The New Handshake:  Using ODR to Create Value for Consumers and Businesses

I joined the ABA Section of Dispute Resolution’s Publications Board, which recruits people to write books, reviews book proposals, and oversees the Section’s bookselling operation.  I came to appreciate the importance of selling the Section’s books, both as a way to help finance the Section and to disseminate our ideas.  As part of that effort, I will write posts describing some of the books, which you may want to buy, use in your writing, and/or assign in your courses.

My first post is about The New Handshake: Online Dispute Resolution and the Future of Consumer Protection, by ODR gurus Amy Schmitz and  Colin Rule.  It’s a great collaboration that takes advantage of Amy’s scholarship and Colin’s practical experience from being eBay’s ODR director and co-founder of Modria as well as from his work as Tyler Technology’s VP for ODR, and now CEO of mediate.com.

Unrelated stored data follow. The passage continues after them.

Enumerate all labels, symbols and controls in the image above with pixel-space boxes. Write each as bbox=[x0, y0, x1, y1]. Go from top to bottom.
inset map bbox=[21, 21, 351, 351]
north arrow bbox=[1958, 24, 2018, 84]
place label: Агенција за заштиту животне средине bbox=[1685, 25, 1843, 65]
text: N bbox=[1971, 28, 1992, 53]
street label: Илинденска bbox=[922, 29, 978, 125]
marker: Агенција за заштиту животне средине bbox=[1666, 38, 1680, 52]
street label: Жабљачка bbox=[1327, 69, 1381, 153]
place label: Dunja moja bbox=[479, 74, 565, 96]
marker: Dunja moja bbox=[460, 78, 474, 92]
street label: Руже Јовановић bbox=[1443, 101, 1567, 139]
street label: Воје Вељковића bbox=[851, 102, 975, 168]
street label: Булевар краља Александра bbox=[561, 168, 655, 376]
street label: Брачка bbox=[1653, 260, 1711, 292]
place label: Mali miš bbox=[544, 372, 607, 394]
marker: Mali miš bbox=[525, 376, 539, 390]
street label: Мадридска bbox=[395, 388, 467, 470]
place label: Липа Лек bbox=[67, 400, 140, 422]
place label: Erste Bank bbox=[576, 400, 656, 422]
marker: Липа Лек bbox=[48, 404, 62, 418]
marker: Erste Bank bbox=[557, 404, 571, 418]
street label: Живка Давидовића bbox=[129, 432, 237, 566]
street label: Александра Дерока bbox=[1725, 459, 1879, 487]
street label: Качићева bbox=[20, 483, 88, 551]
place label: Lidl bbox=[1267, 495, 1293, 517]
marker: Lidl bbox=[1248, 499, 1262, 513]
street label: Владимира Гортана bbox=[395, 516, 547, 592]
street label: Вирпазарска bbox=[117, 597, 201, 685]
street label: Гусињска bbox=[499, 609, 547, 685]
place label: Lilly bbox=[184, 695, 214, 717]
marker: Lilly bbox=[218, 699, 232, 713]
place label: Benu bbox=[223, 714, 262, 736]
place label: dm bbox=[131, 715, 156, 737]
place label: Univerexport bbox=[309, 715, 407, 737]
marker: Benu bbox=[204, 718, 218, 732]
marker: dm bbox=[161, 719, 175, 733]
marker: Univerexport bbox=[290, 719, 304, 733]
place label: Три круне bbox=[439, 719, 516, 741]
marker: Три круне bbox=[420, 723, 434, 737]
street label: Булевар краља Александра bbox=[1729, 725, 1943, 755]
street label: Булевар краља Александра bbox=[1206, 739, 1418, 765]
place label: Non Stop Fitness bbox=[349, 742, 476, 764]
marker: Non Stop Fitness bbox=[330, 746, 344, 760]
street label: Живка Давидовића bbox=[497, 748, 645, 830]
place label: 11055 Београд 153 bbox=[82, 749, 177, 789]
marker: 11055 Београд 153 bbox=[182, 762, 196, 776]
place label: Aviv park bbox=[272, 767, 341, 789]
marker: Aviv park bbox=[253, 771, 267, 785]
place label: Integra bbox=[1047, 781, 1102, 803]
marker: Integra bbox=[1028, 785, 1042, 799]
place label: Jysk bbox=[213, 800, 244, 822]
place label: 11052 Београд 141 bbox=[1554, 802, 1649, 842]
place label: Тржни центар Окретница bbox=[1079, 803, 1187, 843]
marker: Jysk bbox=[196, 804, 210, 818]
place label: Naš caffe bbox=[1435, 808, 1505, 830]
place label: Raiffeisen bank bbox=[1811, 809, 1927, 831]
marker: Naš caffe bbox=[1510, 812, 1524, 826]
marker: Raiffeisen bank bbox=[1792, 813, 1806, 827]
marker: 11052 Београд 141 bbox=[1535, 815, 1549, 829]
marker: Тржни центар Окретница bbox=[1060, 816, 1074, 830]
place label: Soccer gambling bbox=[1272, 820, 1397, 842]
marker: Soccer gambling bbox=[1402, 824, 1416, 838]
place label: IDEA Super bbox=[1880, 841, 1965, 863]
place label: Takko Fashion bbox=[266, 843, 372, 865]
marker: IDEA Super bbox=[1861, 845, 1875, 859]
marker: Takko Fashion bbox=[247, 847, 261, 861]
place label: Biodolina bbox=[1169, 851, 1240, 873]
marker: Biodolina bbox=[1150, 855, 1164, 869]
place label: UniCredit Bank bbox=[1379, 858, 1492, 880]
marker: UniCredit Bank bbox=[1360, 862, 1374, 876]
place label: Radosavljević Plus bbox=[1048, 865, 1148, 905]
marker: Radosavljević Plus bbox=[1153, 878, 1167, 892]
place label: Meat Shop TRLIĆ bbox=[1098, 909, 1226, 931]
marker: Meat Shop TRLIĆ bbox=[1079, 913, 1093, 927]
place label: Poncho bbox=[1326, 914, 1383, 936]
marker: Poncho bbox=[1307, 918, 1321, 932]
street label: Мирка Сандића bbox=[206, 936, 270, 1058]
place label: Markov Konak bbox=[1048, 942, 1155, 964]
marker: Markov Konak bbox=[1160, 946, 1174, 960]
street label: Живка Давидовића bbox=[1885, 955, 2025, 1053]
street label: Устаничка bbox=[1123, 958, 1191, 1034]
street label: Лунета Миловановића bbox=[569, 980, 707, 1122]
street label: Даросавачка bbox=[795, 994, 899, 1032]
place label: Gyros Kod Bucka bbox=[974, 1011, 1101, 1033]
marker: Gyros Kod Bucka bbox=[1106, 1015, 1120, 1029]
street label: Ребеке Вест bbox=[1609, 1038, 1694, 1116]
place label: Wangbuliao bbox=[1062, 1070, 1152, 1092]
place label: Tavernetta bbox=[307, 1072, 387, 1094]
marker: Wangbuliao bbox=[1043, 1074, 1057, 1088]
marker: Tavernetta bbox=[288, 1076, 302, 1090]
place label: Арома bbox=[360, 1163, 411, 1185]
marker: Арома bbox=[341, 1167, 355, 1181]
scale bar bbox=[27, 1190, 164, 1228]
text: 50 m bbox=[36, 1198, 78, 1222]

ODR can help address a problem often referred to as “access to justice” (A2J).  In the plenary program of the ABA Symposium on ADR in the Courts, “ADR and A2J in These Complex Times,” retired Judge Eric Washington noted that the ADR and A2J movements generally haven’t recognized their overlapping interests.  Historically, people have thought of A2J in terms of access to lawyers and courts.  Of course, this is important.  And, of course, the legal system is unsatisfactory for handling most consumer problems.  ADR – and in this case ODR – can provide people with ways to handle problems when there are no other practical alternatives or where the alternatives themselves are problematic.  ODR can be especially valuable as a way to provide consumers with access to a process that could help them reasonably resolve their disputes efficiently.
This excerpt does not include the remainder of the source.